# mains electric battery charger



## putties (May 18, 2005)

When my autotrail dakota (07) model is on electric hook up does the battery charger switch need to be on for the mains electric to be activated and show on the panel above the habitation door to show power on. 

I have just switched off the charger and the lights became brighter and the panel above the habitation door did show that the mains was off.

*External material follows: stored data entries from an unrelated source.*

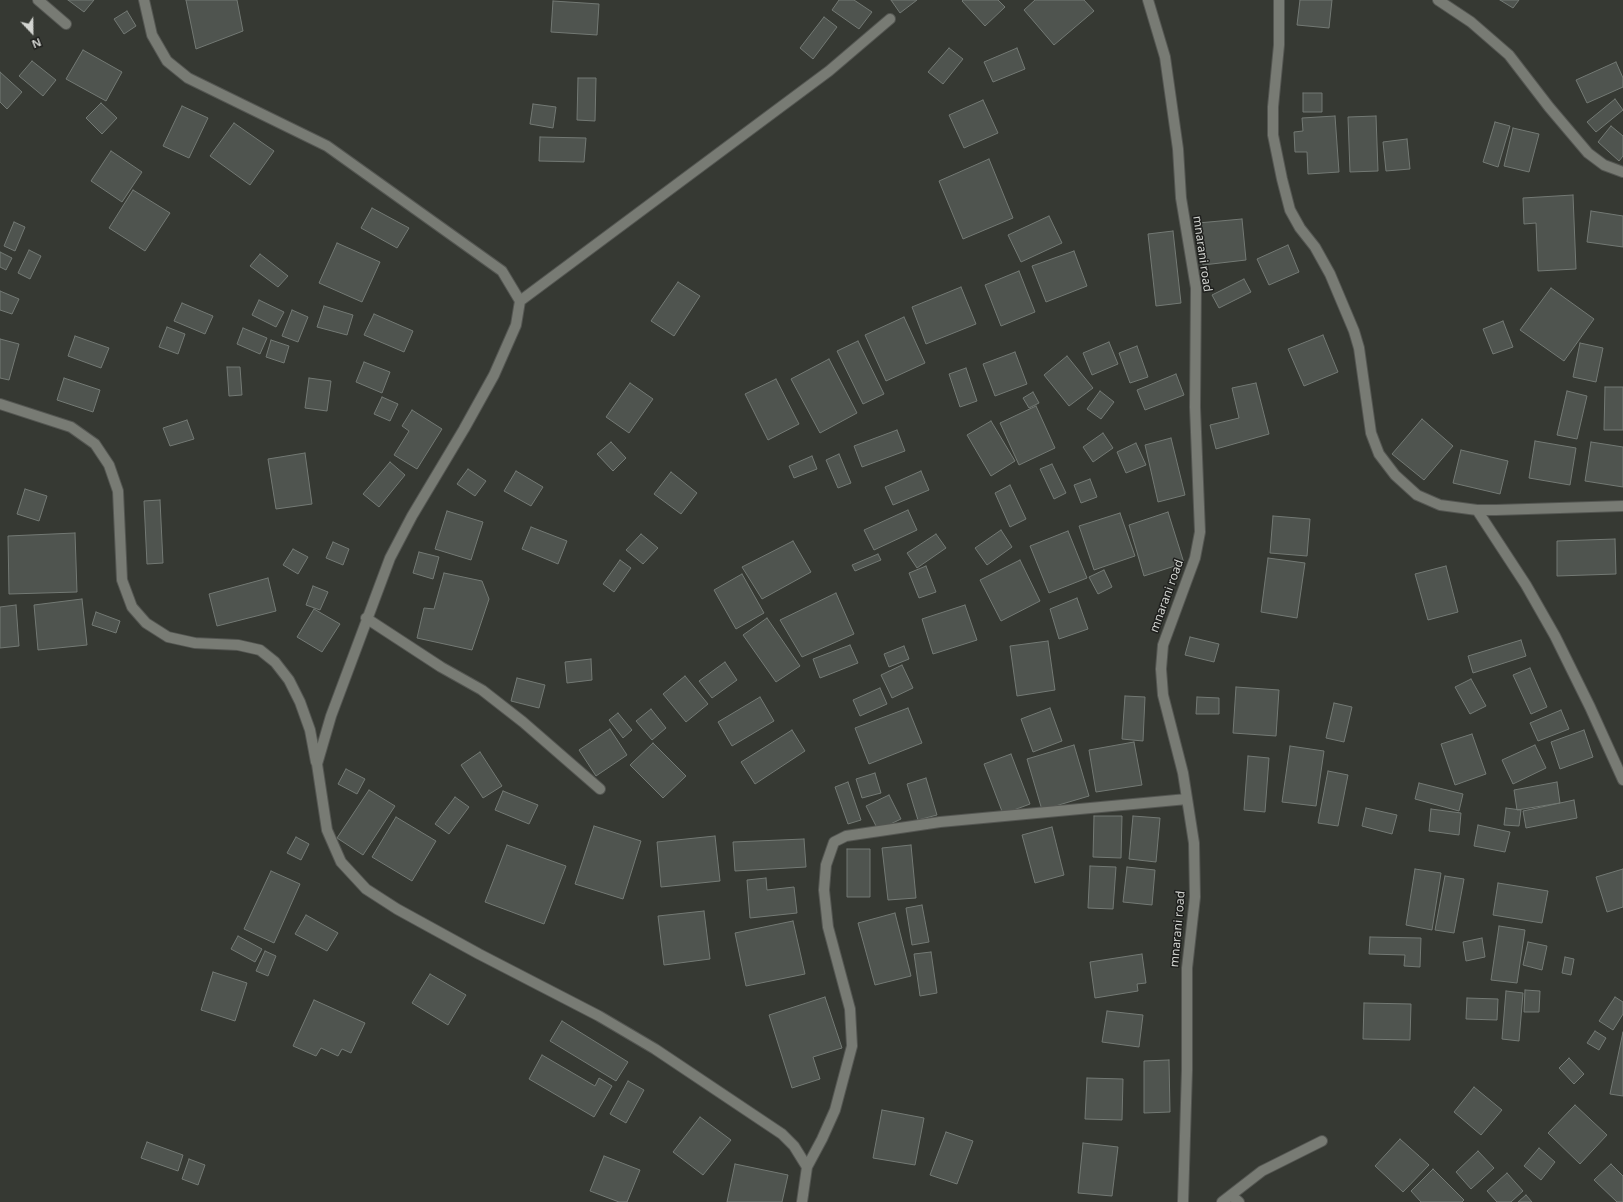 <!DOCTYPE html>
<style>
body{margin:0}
#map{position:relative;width:1623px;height:1202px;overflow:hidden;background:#363933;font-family:"Noto Sans",sans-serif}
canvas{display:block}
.north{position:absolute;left:12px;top:12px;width:40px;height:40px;-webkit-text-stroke:3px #1e1f1d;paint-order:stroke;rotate:158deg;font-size:11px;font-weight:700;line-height:16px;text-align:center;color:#d3d5d1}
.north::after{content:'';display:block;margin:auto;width:14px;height:18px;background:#d3d5d1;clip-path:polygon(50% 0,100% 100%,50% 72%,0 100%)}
</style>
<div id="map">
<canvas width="1623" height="1202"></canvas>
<div class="north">N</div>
</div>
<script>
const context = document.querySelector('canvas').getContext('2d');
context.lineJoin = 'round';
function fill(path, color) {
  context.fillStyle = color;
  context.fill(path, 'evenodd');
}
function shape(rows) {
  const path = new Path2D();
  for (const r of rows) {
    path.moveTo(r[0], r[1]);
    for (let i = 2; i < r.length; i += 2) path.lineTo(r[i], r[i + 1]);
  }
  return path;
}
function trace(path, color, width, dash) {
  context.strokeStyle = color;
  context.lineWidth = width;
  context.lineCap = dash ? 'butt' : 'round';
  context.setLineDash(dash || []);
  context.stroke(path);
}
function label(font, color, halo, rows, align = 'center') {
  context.font = font + ' "Noto Sans",sans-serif';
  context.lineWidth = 3;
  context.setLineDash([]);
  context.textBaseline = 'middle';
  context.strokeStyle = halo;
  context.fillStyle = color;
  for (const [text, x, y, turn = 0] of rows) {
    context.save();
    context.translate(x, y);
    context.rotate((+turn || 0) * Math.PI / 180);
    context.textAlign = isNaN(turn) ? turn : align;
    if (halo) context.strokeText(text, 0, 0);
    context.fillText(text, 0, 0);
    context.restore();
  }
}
const building = shape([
 [68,0,94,0,84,12,68,0],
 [186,0,237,0,243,31,196,49,186,0],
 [839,0,854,0,872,12,859,29,832,10,839,0],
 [891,0,917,0,900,13,891,0],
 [963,0,998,0,1005,7,985,26,962,1,963,0],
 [1035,0,1084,0,1094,11,1054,45,1024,10,1035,0],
 [1300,0,1332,0,1329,28,1297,25,1300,0],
 [1500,0,1519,0,1513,8,1500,0],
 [553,1,599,4,597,35,551,32,553,1],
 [127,11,136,26,124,34,114,19,127,11],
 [824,17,837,27,813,59,800,48,824,17],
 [949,48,963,59,943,84,928,72,949,48],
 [1017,48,1025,69,993,82,984,62,1017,48],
 [83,50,122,72,106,101,66,79,83,50],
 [32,61,56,80,43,96,19,76,32,61],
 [1616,62,1623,78,1623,87,1587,103,1576,80,1616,62],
 [0,72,22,92,7,109,0,102,0,72],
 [578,78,596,78,595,121,577,120,578,78],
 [1303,93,1322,93,1322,112,1303,112,1303,93],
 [1615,99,1623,110,1596,132,1587,122,1615,99],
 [983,100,998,133,964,148,949,115,983,100],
 [101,103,117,118,102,134,86,118,101,103],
 [533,104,556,107,553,128,530,124,533,104],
 [182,106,208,118,189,158,163,146,182,106],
 [1335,116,1339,172,1308,174,1307,152,1295,152,1294,132,1303,131,1302,118,1335,116],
 [1376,116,1378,171,1350,172,1348,117,1376,116],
 [1495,122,1510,126,1498,167,1483,162,1495,122],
 [234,123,274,151,250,185,210,156,234,123],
 [1611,126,1623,136,1623,156,1619,161,1598,142,1611,126],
 [1513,128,1539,134,1529,172,1504,166,1513,128],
 [540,137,586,138,584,162,539,161,540,137],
 [1407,139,1410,169,1386,171,1383,142,1407,139],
 [111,151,142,172,122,202,91,181,111,151],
 [989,159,1013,218,963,239,939,181,989,159],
 [133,190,170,213,145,251,109,228,133,190],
 [1573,195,1576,269,1538,271,1536,223,1524,224,1523,198,1573,195],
 [372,208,409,228,397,248,361,228,372,208],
 [1591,211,1623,216,1623,247,1587,242,1591,211],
 [1049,216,1062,243,1021,262,1008,235,1049,216],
 [1242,219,1246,260,1203,265,1198,223,1242,219],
 [14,222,25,227,15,251,4,246,14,222],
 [1173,231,1181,303,1156,306,1148,234,1173,231],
 [337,243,380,262,362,302,319,283,337,243],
 [1288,245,1299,272,1269,285,1257,259,1288,245],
 [29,250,41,256,30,279,18,273,29,250],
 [1074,251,1087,286,1046,302,1032,266,1074,251],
 [0,252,12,258,6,270,0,267,0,252],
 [260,254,288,276,278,287,250,266,260,254],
 [1019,271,1035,312,1001,326,985,285,1019,271],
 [1244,279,1251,292,1219,308,1212,295,1244,279],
 [678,282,700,296,674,336,651,321,678,282],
 [961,287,976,324,926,344,912,307,961,287],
 [1551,288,1594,319,1564,361,1520,330,1551,288],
 [0,291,19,299,12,314,0,310,0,291],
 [259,300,284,312,276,327,252,315,259,300],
 [182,303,213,316,205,334,174,321,182,303],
 [324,306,353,315,347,335,317,327,324,306],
 [292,310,308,317,298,342,282,336,292,310],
 [374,314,413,331,404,352,364,335,374,314],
 [904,317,925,363,886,381,865,335,904,317],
 [1503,321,1513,347,1493,354,1483,329,1503,321],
 [167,327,185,334,178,354,159,347,167,327],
 [243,328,267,338,260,354,237,344,243,328],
 [1323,335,1338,372,1304,386,1288,349,1323,335],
 [75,336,109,348,101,368,68,356,75,336],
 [0,339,19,344,9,380,0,378,0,339],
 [271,340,289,346,284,363,266,357,271,340],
 [858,341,884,394,863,404,837,351,858,341],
 [1109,342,1118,364,1092,375,1083,353,1109,342],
 [1580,343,1603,348,1596,382,1573,377,1580,343],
 [1137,346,1148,377,1130,383,1119,353,1137,346],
 [1015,352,1027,384,995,396,983,364,1015,352],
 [1067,356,1093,388,1069,406,1044,375,1067,356],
 [829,359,857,413,820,433,791,379,829,359],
 [364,362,390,372,382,393,356,382,364,362],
 [227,367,240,367,242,395,229,396,227,367],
 [966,368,977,401,960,407,949,374,966,368],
 [1176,374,1184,395,1145,410,1137,390,1176,374],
 [64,378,100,390,93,412,57,400,64,378],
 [309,378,331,381,327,411,305,408,309,378],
 [776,379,799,424,768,440,745,394,776,379],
 [630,383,653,399,629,433,606,417,630,383],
 [1256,383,1269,434,1216,449,1210,425,1239,418,1232,388,1256,383],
 [1605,387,1623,387,1623,430,1604,430,1605,387],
 [1100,391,1114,402,1101,419,1087,409,1100,391],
 [1567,391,1587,396,1577,439,1557,435,1567,391],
 [1033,392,1039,403,1029,408,1023,398,1033,392],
 [382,397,398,404,390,421,374,414,382,397],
 [1036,406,1055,448,1019,465,1000,423,1036,406],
 [412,410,442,429,417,469,394,455,409,431,402,426,412,410],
 [1422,419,1453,446,1424,480,1392,454,1422,419],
 [187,420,194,439,170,446,163,428,187,420],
 [991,421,1015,461,991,476,967,435,991,421],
 [897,430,905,451,862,467,854,446,897,430],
 [1103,433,1113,448,1093,462,1083,447,1103,433],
 [1171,438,1185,495,1158,502,1145,445,1171,438],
 [1535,441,1576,448,1570,485,1529,478,1535,441],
 [611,442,626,458,613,471,597,454,611,442],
 [1591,442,1623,447,1623,487,1585,481,1591,442],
 [1136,443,1146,465,1126,473,1117,452,1136,443],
 [1461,450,1508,461,1500,494,1453,483,1461,450],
 [305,453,312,504,276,509,268,459,305,453],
 [839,454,851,483,838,488,826,460,839,454],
 [812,456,817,469,794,478,789,466,812,456],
 [390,462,405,475,379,507,363,494,390,462],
 [1052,464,1066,493,1054,499,1040,469,1052,464],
 [468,469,486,481,475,496,457,484,468,469],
 [516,471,543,487,531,506,504,491,516,471],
 [921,471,929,490,893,505,885,487,921,471],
 [671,472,697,493,681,514,654,494,671,472],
 [1090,479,1097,497,1081,503,1074,485,1090,479],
 [1010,485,1026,519,1010,527,995,493,1010,485],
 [25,489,47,496,39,521,17,514,25,489],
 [160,500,163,563,147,564,144,501,160,500],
 [908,510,917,530,874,550,864,530,908,510],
 [447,511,483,522,471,560,435,549,447,511],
 [1168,512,1184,563,1144,576,1129,525,1168,512],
 [1120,513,1135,556,1094,570,1079,526,1120,513],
 [1273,516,1310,519,1307,556,1270,553,1273,516],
 [531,527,567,541,558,564,522,549,531,527],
 [1001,530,1012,547,987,565,975,548,1001,530],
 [1068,531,1087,578,1049,593,1030,546,1068,531],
 [75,533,77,592,9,594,8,536,75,533],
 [641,534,658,548,643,564,626,550,641,534],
 [936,534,946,548,917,568,907,553,936,534],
 [1615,539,1616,574,1557,576,1557,541,1615,539],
 [793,541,811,572,762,599,742,567,793,541],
 [333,542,349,549,343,565,326,558,333,542],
 [293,549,308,557,298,574,283,565,293,549],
 [419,552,439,557,433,579,413,573,419,552],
 [878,554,881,560,855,571,852,565,878,554],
 [1268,558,1305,563,1297,618,1261,612,1268,558],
 [620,560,631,568,614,592,603,584,620,560],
 [1020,560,1040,601,1001,621,980,580,1020,560],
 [926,566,936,592,919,598,909,573,926,566],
 [1446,566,1458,612,1428,620,1415,574,1446,566],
 [1104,570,1112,587,1098,594,1089,577,1104,570],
 [444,573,482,581,489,599,472,650,417,638,424,608,434,609,444,573],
 [742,574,764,613,736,629,714,590,742,574],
 [268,578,276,611,217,626,209,594,268,578],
 [313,586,328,592,320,610,306,605,313,586],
 [836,593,854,634,802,657,780,620,836,593],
 [1077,598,1088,629,1059,639,1050,609,1077,598],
 [82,599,87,645,38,650,34,605,82,599],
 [16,605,19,646,0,648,0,607,16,605],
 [965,605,977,640,933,654,922,619,965,605],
 [314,609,340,624,322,652,297,637,314,609],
 [96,612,120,621,116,633,92,625,96,612],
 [767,618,800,666,776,682,743,635,767,618],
 [1190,637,1219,644,1214,662,1185,655,1190,637],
 [1521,640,1526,656,1473,673,1468,656,1521,640],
 [1048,641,1055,690,1017,696,1010,646,1048,641],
 [850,645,858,663,820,678,813,659,850,645],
 [904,646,909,659,889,667,884,654,904,646],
 [591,659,592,680,567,683,565,662,591,659],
 [725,662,737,680,712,698,699,681,725,662],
 [902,665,913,688,892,698,881,675,902,665],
 [1530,668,1547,707,1531,714,1513,675,1530,668],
 [685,676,708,704,686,722,663,694,685,676],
 [517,678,545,685,539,708,511,701,517,678],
 [1471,679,1486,706,1470,714,1455,687,1471,679],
 [1236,687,1279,690,1276,736,1233,733,1236,687],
 [880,688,887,704,860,716,853,700,880,688],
 [1125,696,1145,697,1143,741,1122,739,1125,696],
 [760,697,774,721,732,746,718,722,760,697],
 [1197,697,1219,698,1219,714,1196,714,1197,697],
 [1334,703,1352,707,1344,742,1326,738,1334,703],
 [908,708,922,743,869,764,855,728,908,708],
 [1050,708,1062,741,1033,752,1021,719,1050,708],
 [651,709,666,728,652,740,636,721,651,709],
 [1561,710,1569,729,1538,741,1530,723,1561,710],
 [618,713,632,730,623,738,609,720,618,713],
 [610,729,627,755,596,776,579,750,610,729],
 [792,730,805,751,755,784,741,762,792,730],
 [1584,730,1593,757,1560,769,1551,742,1584,730],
 [1472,734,1486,774,1455,785,1441,744,1472,734],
 [1134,742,1142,785,1096,792,1089,750,1134,742],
 [653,743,686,776,663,798,630,765,653,743],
 [1074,745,1089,796,1042,810,1027,759,1074,745],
 [1535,745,1546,768,1513,784,1502,760,1535,745],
 [1290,746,1324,751,1316,806,1282,802,1290,746],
 [480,752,502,786,483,798,461,765,480,752],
 [1011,754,1030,804,1003,814,984,764,1011,754],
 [1248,756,1269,758,1265,812,1244,810,1248,756],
 [346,769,365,779,357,794,338,784,346,769],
 [1328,771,1348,775,1338,826,1318,823,1328,771],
 [875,773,881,793,862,798,856,779,875,773],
 [926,778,937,815,918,820,907,784,926,778],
 [848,782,861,820,848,824,835,787,848,782],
 [1557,782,1560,803,1517,810,1514,790,1557,782],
 [1419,783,1463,794,1459,811,1415,799,1419,783],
 [369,790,395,806,363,855,337,838,369,790],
 [503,791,538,805,529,824,495,810,503,791],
 [889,795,901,819,878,830,866,806,889,795],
 [455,797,469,807,449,834,435,824,455,797],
 [1574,800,1577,818,1526,828,1523,811,1574,800],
 [1366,808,1397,815,1392,834,1362,826,1366,808],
 [1506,808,1521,810,1519,826,1504,825,1506,808],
 [1431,809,1461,813,1459,835,1429,831,1431,809],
 [1094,816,1122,816,1121,858,1093,857,1094,816],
 [1133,816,1160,818,1156,862,1129,859,1133,816],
 [396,817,436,841,412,881,372,857,396,817],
 [1478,825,1510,832,1505,852,1474,846,1478,825],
 [594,826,641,841,623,899,575,884,594,826],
 [1052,827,1064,875,1035,883,1022,835,1052,827],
 [715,836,720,881,661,887,657,842,715,836],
 [296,837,309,844,301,860,287,853,296,837],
 [804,839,806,867,735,871,733,842,804,839],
 [507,845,566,866,544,924,485,902,507,845],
 [911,845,916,898,888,900,882,848,911,845],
 [847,849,870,849,870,897,847,897,847,849],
 [1090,866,1116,867,1113,909,1088,908,1090,866],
 [1127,867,1155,870,1152,905,1123,902,1127,867],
 [1415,869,1441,873,1432,930,1406,925,1415,869],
 [1623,869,1623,907,1607,912,1596,877,1623,869],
 [271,871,300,884,274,943,244,929,271,871],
 [1445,876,1464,879,1454,933,1435,930,1445,876],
 [766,878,767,890,794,887,797,913,750,918,747,880,766,878],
 [1498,883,1548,891,1542,923,1493,915,1498,883],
 [922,905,929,942,912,945,906,908,922,905],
 [704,911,710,959,664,965,658,916,704,911],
 [895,913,911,976,875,985,858,923,895,913],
 [306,915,338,933,327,951,295,934,306,915],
 [793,921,805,974,746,986,735,933,793,921],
 [1499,926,1525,930,1517,983,1491,980,1499,926],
 [238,936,262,949,255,962,231,949,238,936],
 [1370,937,1421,938,1420,967,1404,966,1405,955,1369,954,1370,937],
 [1482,938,1485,957,1466,961,1463,942,1482,938],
 [1528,942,1547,946,1542,970,1523,965,1528,942],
 [265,951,276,956,268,976,256,971,265,951],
 [931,952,937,993,920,996,914,954,931,952],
 [1142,954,1146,983,1137,984,1138,991,1095,998,1090,962,1142,954],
 [1565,957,1574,959,1571,975,1562,973,1565,957],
 [213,972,247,983,235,1021,201,1010,213,972],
 [430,974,466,995,448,1025,412,1003,430,974],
 [1525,990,1540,991,1539,1012,1524,1012,1525,990],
 [1506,991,1523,993,1519,1041,1502,1039,1506,991],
 [825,997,842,1048,813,1057,820,1079,792,1088,769,1015,825,997],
 [1615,997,1623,1002,1623,1014,1613,1030,1599,1021,1615,997],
 [1467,998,1498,999,1497,1020,1466,1019,1467,998],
 [314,1000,365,1023,351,1053,342,1049,338,1056,321,1048,316,1056,293,1046,314,1000],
 [1364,1003,1411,1004,1410,1040,1363,1039,1364,1003],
 [1107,1011,1143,1015,1139,1047,1102,1042,1107,1011],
 [562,1021,628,1062,616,1081,550,1041,562,1021],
 [1595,1031,1606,1038,1599,1050,1587,1043,1595,1031],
 [1623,1032,1623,1096,1610,1094,1623,1032],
 [542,1055,595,1086,599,1078,612,1086,594,1117,529,1079,542,1055],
 [1569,1058,1584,1074,1574,1084,1559,1068,1569,1058],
 [1169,1060,1170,1112,1144,1113,1144,1061,1169,1060],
 [1087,1078,1123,1079,1122,1120,1085,1119,1087,1078],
 [628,1081,644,1090,626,1123,610,1114,628,1081],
 [1474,1087,1502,1110,1481,1135,1454,1112,1474,1087],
 [1575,1105,1607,1135,1580,1164,1548,1133,1575,1105],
 [882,1110,924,1118,915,1165,873,1158,882,1110],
 [700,1117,731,1140,703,1175,673,1152,700,1117],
 [946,1132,973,1141,957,1184,930,1175,946,1132],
 [1400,1139,1429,1165,1403,1192,1375,1166,1400,1139],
 [147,1142,183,1155,178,1171,141,1158,147,1142],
 [1083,1143,1118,1147,1112,1196,1078,1193,1083,1143],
 [1539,1148,1555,1162,1541,1180,1524,1166,1539,1148],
 [1478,1151,1494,1168,1471,1189,1456,1172,1478,1151],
 [604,1156,640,1170,627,1202,619,1202,590,1191,604,1156],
 [189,1159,205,1165,198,1185,182,1179,189,1159],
 [735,1164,788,1175,782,1202,727,1202,735,1164],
 [1611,1164,1623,1176,1623,1202,1617,1202,1594,1180,1611,1164],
 [1433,1169,1464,1200,1462,1202,1421,1202,1411,1191,1433,1169],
 [1507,1173,1523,1191,1511,1202,1497,1202,1487,1191,1507,1173],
 [1526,1195,1532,1202,1518,1202,1526,1195]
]);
const minor = shape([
 [38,0,66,24],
 [144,0,152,35,167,61,188,78,327,146,502,271,520,301,516,325,494,375,464,429,412,516,390,558,331,716,317,764,327,830,341,862,366,889,397,909,479,954,599,1016,655,1049,782,1134,794,1146,807,1167,802,1202],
 [1148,0,1165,57,1178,149,1181,198,1196,288,1195,407,1200,532,1195,558,1163,645,1161,669,1163,695,1183,773,1194,843,1195,897,1187,968,1187,1070,1183,1202],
 [1279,0,1279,45,1273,107,1273,135,1282,179,1290,210,1300,228,1315,247,1330,274,1354,331,1359,348,1371,433,1379,454,1395,475,1417,495,1440,505,1477,510,1496,510,1623,506],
 [1438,0,1471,22,1509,55,1549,107,1588,153,1604,165,1623,172],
 [520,301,829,71,890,19],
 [0,404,71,427,95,444,109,465,118,491,122,580,132,607,146,623,168,637,195,643,238,645,260,650,275,662,289,680,300,702,310,730,316,762],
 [1477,510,1526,585,1555,636,1590,707,1623,780],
 [366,618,441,667,482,690,523,722,600,789],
 [807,1167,822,1139,835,1110,852,1046,850,1009,828,927,824,890,826,865,834,842,846,836,940,822,1187,799],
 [1231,1195,1239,1202],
 [1222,1202,1262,1171,1322,1141]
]);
const streetNames = [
 ["mnarani road",1202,254,82],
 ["mnarani road",1167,596,-70],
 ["mnarani road",1178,929,-85]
];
fill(building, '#4f544f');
trace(building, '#737974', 1);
trace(minor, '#545652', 12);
trace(minor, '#787b74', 10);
label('12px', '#d3d5d1', '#1e1f1d', streetNames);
</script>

Thank you for your prompt reply


----------



## putties (May 18, 2005)

Is there anyone out there


----------



## johng1974 (Jan 17, 2007)

hi no idea on your particular van, but with most I imagine lights are brighter on Battery than on HU, due to a good battery holding higher than 12V as I understand it..

hope that helps
John


----------



## putties (May 18, 2005)

Thanks

Problem solved.

autotrail e mailed me earlier. but have only just opened mail.

Putties


----------



## chrisjrv (May 7, 2007)

Hi,
Only guessing but I would have thought that 12 volt lighting would be brighter on H.U. due to charging voltage being higher to charge battery. If you are on hook up does your fridge work OK switched to mains operation obviously and what does the control panel say? If it says the mains is off it's lying. Let us know, hopefully somebody will be along who is familiar with your system.


----------



## johng1974 (Jan 17, 2007)

hi Stickey... hmm..

mine definately brighter on batts.. sometimes deliberatly force this when I need some extra light 

mind you my van is a dino compared to everyone elses here 

edit : also , extractor fans noticeably speed up..


----------